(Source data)
—————

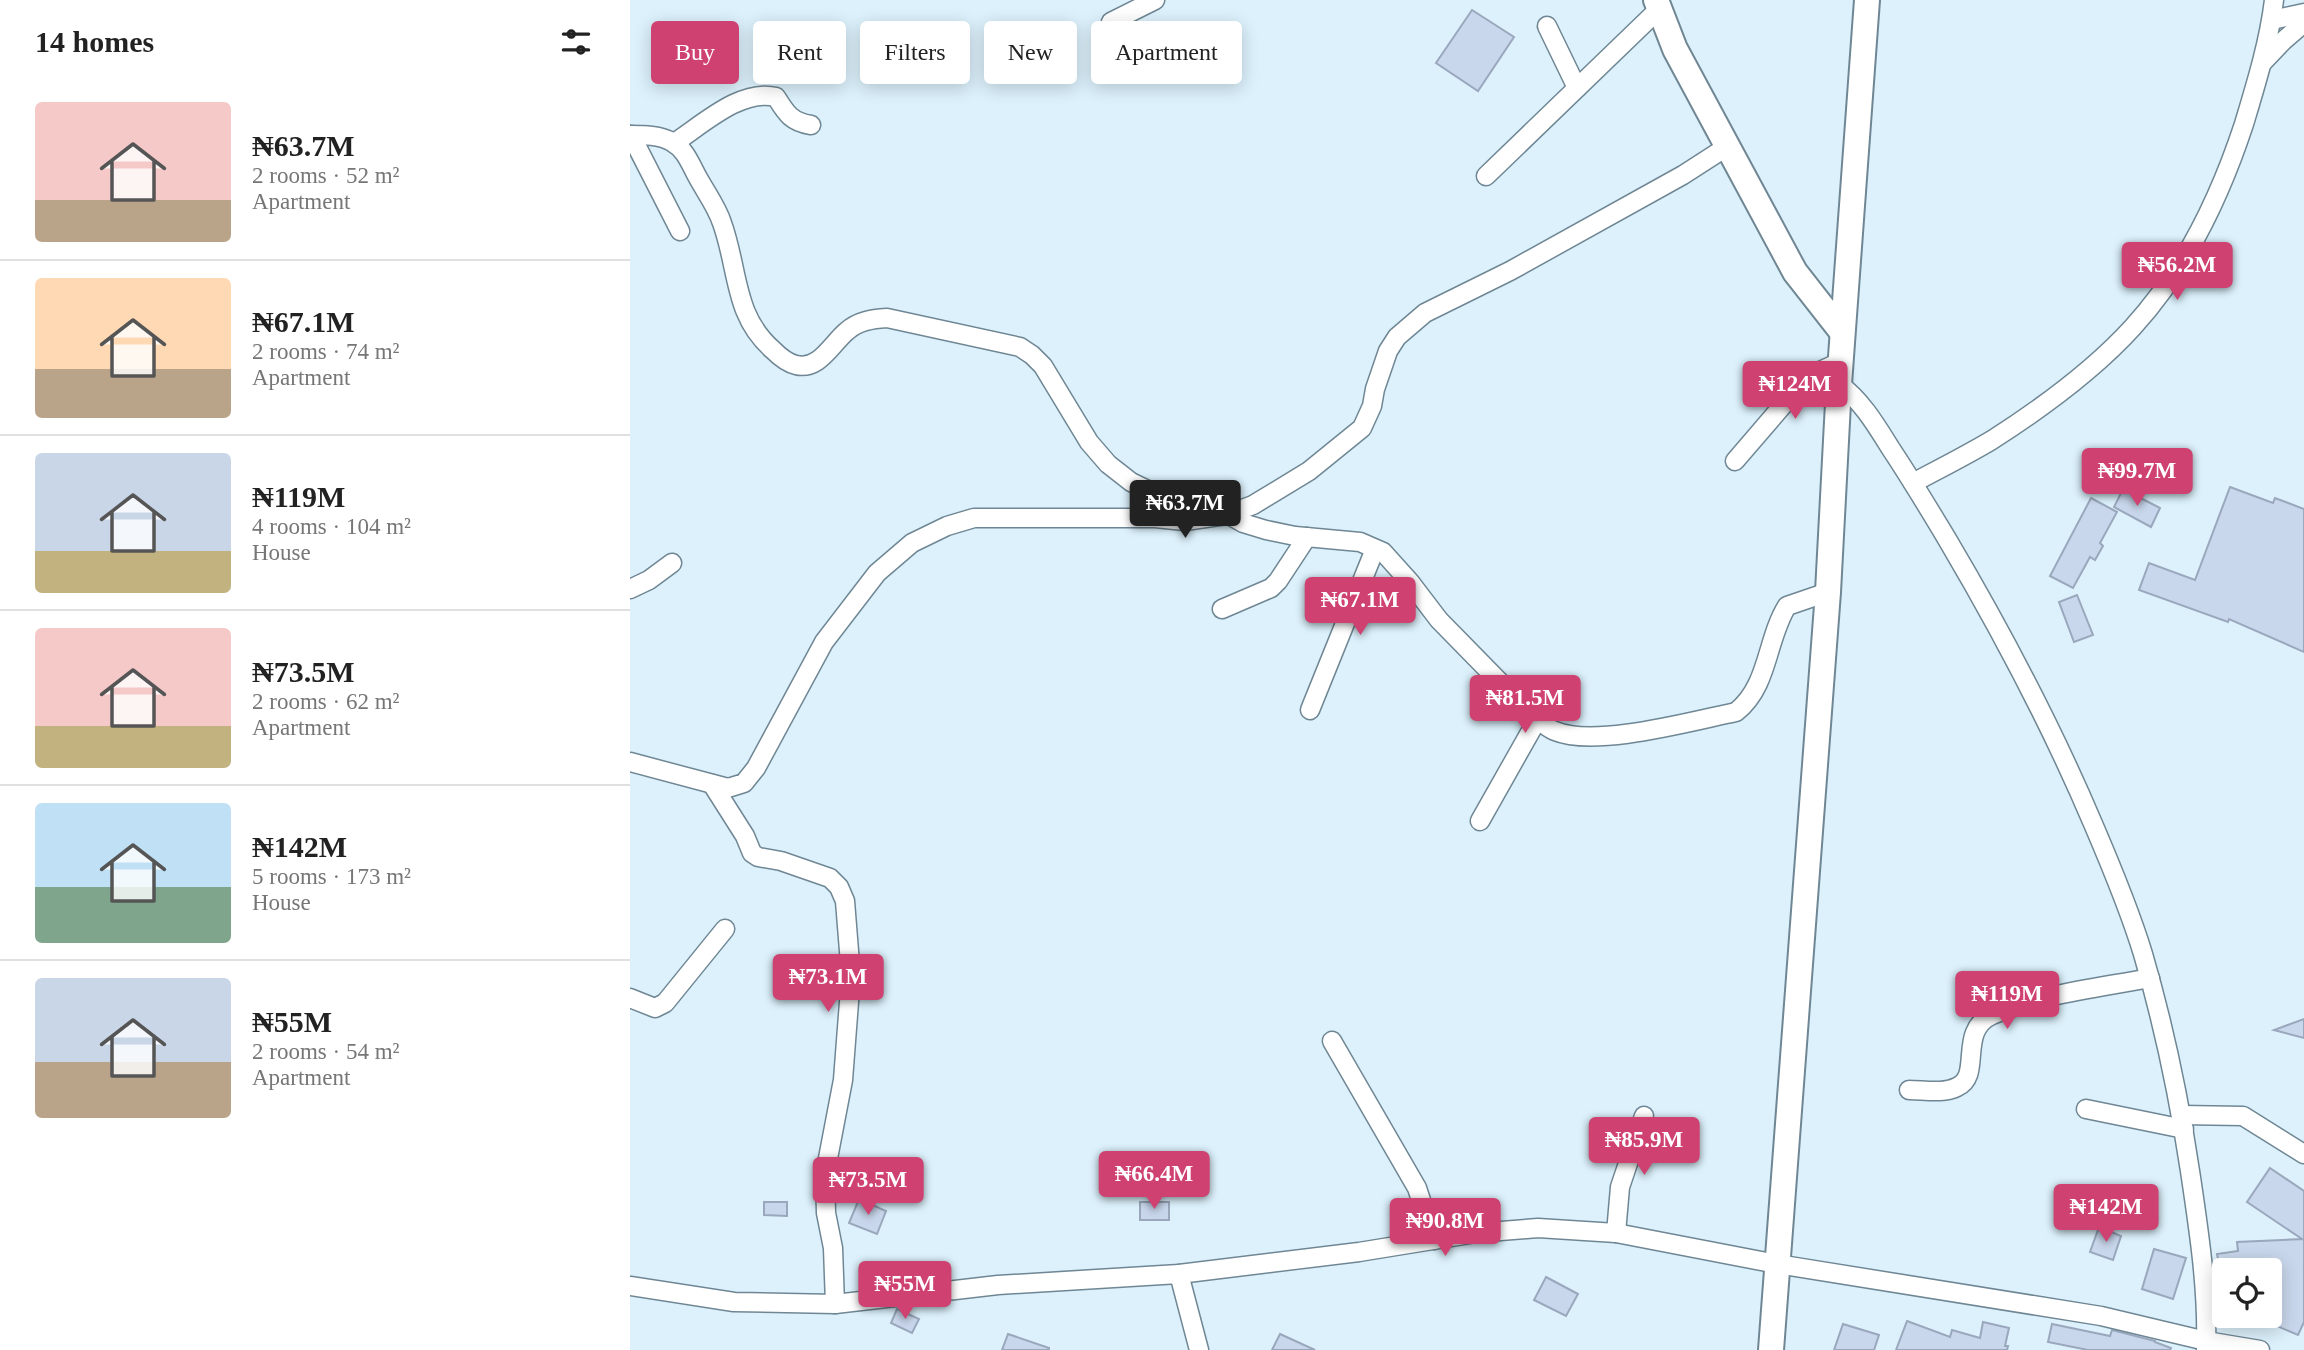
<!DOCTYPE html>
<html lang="en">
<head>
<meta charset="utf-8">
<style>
  :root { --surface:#fff; --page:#f2f2f2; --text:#222; --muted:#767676; --line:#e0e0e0; --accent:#ce4171 }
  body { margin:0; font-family:"Times New Roman",serif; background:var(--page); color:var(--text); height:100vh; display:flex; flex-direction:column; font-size:26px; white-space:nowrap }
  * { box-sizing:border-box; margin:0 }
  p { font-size:23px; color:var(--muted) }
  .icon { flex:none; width:38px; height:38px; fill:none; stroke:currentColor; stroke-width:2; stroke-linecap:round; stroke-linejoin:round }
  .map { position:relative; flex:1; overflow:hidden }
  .side { display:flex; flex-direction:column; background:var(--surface); width:630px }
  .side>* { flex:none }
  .guide { position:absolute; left:21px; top:21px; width:665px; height:63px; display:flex; gap:14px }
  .tools { position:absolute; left:1582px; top:1258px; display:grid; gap:14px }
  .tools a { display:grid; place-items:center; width:70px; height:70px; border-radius:7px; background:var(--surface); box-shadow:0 4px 18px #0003; font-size:35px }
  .price { position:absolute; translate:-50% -60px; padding:0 16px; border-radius:7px; background:var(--accent); color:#fff; font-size:23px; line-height:46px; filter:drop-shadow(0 2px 4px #0008) }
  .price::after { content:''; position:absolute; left:50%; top:42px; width:21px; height:16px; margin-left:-10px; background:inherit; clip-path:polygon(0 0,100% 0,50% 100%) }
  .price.selected { background:#222; color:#fff }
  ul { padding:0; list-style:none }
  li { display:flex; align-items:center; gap:21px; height:175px; padding:0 35px }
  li+li { border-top:2px solid var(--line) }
  li span { display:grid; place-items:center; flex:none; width:196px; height:140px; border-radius:7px; color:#555 }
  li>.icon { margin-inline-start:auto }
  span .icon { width:84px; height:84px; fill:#fffc; stroke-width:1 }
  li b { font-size:30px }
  h2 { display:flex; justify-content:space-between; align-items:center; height:84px; padding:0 35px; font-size:30px }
  .pill { padding:0 24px; border-radius:7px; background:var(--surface); box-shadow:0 4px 18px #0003; font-size:24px; line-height:63px }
  .pill.selected { background:var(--accent); color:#fff }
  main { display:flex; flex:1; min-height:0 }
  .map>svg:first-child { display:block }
  .building { fill:#c9d7ec; stroke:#9aa7bc; stroke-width:2 }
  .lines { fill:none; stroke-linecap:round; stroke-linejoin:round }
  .minor-casing { stroke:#6f8794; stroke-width:21 }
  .secondary-casing { stroke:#6f8794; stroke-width:28 }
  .minor { stroke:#fff; stroke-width:18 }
  .secondary { stroke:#fff; stroke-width:24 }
</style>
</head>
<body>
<main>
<section class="side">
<h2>14 homes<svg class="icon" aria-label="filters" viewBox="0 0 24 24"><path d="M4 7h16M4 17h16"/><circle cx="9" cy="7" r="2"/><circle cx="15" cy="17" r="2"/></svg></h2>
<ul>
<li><span style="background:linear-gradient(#f6c9c9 70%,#b9a48a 0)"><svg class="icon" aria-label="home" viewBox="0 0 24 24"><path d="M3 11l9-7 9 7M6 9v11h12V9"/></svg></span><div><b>₦63.7M</b><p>2 rooms · 52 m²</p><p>Apartment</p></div></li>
<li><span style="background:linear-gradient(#ffd9b3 65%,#b9a48a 0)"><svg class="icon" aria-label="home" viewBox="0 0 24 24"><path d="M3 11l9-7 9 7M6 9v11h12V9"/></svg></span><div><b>₦67.1M</b><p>2 rooms · 74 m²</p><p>Apartment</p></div></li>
<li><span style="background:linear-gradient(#c9d6e8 70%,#c2b280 0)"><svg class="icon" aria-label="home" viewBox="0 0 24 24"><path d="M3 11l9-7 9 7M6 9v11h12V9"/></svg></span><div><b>₦119M</b><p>4 rooms · 104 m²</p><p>House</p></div></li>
<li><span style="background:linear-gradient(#f6c9c9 70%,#c2b280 0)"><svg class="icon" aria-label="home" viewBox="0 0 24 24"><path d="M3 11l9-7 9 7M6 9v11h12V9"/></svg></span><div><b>₦73.5M</b><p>2 rooms · 62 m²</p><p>Apartment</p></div></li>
<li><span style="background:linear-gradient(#bfe0f5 60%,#7fa58c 0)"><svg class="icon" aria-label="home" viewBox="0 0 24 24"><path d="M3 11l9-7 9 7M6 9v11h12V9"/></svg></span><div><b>₦142M</b><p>5 rooms · 173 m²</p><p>House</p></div></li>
<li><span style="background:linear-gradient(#c9d6e8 60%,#b9a48a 0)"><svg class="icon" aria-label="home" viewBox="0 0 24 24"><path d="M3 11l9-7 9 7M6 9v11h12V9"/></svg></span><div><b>₦55M</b><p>2 rooms · 54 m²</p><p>Apartment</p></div></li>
</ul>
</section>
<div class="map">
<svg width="1674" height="1350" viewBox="0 0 1674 1350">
  <rect width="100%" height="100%" fill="#dcf1fc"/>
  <g class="building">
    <polygon points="842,10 884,37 848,91 806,63"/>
    <polygon points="1600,487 1643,503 1645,498 1674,509 1674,652 1599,619 1598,622 1509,590 1519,563 1565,580"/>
    <polygon points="1493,489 1530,508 1521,527 1484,507"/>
    <polygon points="1461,498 1487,512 1470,543 1473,546 1465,560 1460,557 1443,588 1420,576"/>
    <polygon points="1447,595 1463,635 1444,642 1429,602"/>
    <polygon points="1674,1019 1674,1038 1644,1030"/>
    <polygon points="1640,1168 1674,1191 1674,1322 1668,1335 1640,1323 1640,1270 1590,1270 1587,1254 1608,1251 1607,1242 1672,1239 1617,1202"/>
    <polygon points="229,1199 256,1211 247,1234 219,1223"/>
    <polygon points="134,1202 157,1202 157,1216 134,1215"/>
    <rect x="510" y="1202" width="29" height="18"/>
    <polygon points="1469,1227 1491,1236 1483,1260 1460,1252"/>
    <polygon points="1524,1249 1556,1258 1543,1299 1512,1289"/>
    <polygon points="916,1277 948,1294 936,1316 904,1300"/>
    <polygon points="267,1309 289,1319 282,1333 261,1323"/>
    <polygon points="1277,1321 1320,1337 1322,1330 1350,1338 1353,1322 1379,1328 1375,1346 1378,1346 1377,1350 1266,1350"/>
    <polygon points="1213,1324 1249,1335 1244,1350 1204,1350"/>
    <polygon points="1422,1324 1480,1336 1482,1330 1525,1341 1525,1342 1541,1348 1540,1350 1458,1350 1418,1342"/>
    <polygon points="378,1334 419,1348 419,1350 372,1350"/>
    <polygon points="650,1334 685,1350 642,1350"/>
  </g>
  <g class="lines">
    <defs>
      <g id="minor">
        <polyline points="1642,20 1674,13"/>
        <polyline points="481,22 525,0"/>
        <polyline points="917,26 947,88"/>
        <polyline points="1632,63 1653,41 1674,23"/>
        <path d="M0,135C14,135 30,135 42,142C55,149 60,163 67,176C75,191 87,207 92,223C109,270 103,315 143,350C149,356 157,363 166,365C189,371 202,343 217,331C228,321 242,319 257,318L390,347L402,355L413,366L459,442L478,464L501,482L530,496L555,503L585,507L613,523L636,530L665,536L730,542L753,552L780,582L809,620L907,720C913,723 919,729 925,731C965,748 1062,721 1106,712C1139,686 1136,640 1157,606L1198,592"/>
        <polyline points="1,135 50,231"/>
        <path d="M44,143C72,125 111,88 146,97C156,113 161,122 181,125"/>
        <polyline points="856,176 1029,9"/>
        <path d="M1209,384C1232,401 1246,425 1261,449C1281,479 1299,509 1317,539C1372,632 1422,727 1464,826C1482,868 1500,911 1513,954C1534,1026 1549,1098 1560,1171C1569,1231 1578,1290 1576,1350"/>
        <polyline points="1105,461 1172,383 1190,371 1210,362"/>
        <path d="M1283,483C1309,469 1337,455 1362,440C1412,408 1463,371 1503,327C1555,270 1590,197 1614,124C1626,84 1639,42 1644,0"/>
        <polyline points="0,589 19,580 42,563"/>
        <polyline points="592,609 641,588 648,581 677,537"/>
        <polyline points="680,710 745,549"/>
        <polyline points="0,762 98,788 114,783 126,768 194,642 247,573 282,543 317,526 344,518 525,518 555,521 596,515 623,505 679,471 732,428 742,406 745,389 758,351 767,337 795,313 880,271 1053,175 1098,146"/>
        <polyline points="82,784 115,836 122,853 128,857 151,861 200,878 209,887 215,901 221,976 213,1080 195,1174 196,1213 203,1248 205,1304"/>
        <polyline points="850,821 907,720"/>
        <polyline points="0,998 25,1008 35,1003 95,929"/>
        <polyline points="702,1041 787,1188 804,1240"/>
        <path d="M1279,1090C1294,1090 1313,1094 1327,1087C1353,1076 1327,1031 1362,1015C1411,994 1468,988 1520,978"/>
        <polyline points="1456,1109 1554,1129"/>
        <polyline points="1551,1115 1613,1116 1674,1154"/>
        <polyline points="986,1233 990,1187 1014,1116"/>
        <polyline points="549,1274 569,1350"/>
        <polyline points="0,1286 104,1302 205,1304 368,1285 549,1274 729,1252 846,1233 908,1228 986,1233 1147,1264 1471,1316 1576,1341 1630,1350"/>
      </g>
      <g id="secondary">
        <polyline points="1026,0 1045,49 1165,272 1212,332"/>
        <polyline points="1141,1350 1198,592 1209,384 1237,0"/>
      </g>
    </defs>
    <use href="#minor" class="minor-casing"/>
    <use href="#secondary" class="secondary-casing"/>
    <use href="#minor" class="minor"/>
    <use href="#secondary" class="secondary"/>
  </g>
</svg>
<div class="tools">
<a><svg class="icon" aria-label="locate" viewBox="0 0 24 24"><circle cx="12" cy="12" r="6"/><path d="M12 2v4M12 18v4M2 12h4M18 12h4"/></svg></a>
</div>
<b class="price" style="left:1547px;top:302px">₦56.2M</b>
<b class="price" style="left:1165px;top:421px">₦124M</b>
<b class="price" style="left:1507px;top:508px">₦99.7M</b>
<b class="price selected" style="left:555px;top:540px">₦63.7M</b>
<b class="price" style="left:730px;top:637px">₦67.1M</b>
<b class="price" style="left:895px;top:735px">₦81.5M</b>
<b class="price" style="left:198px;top:1014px">₦73.1M</b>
<b class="price" style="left:1377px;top:1031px">₦119M</b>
<b class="price" style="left:1014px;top:1177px">₦85.9M</b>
<b class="price" style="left:524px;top:1211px">₦66.4M</b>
<b class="price" style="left:238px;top:1217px">₦73.5M</b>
<b class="price" style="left:1476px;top:1244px">₦142M</b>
<b class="price" style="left:815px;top:1258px">₦90.8M</b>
<b class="price" style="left:275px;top:1321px">₦55M</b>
<div class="guide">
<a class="pill selected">Buy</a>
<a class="pill">Rent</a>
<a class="pill">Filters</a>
<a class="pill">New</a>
<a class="pill">Apartment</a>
</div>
</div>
</main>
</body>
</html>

—————

◆ **Activity**: Out of the records, collect only those lines that contain the string "linecap".

◆ **Solution**:
  .icon { flex:none; width:38px; height:38px; fill:none; stroke:currentColor; stroke-width:2; stroke-linecap:round; stroke-linejoin:round }
  .lines { fill:none; stroke-linecap:round; stroke-linejoin:round }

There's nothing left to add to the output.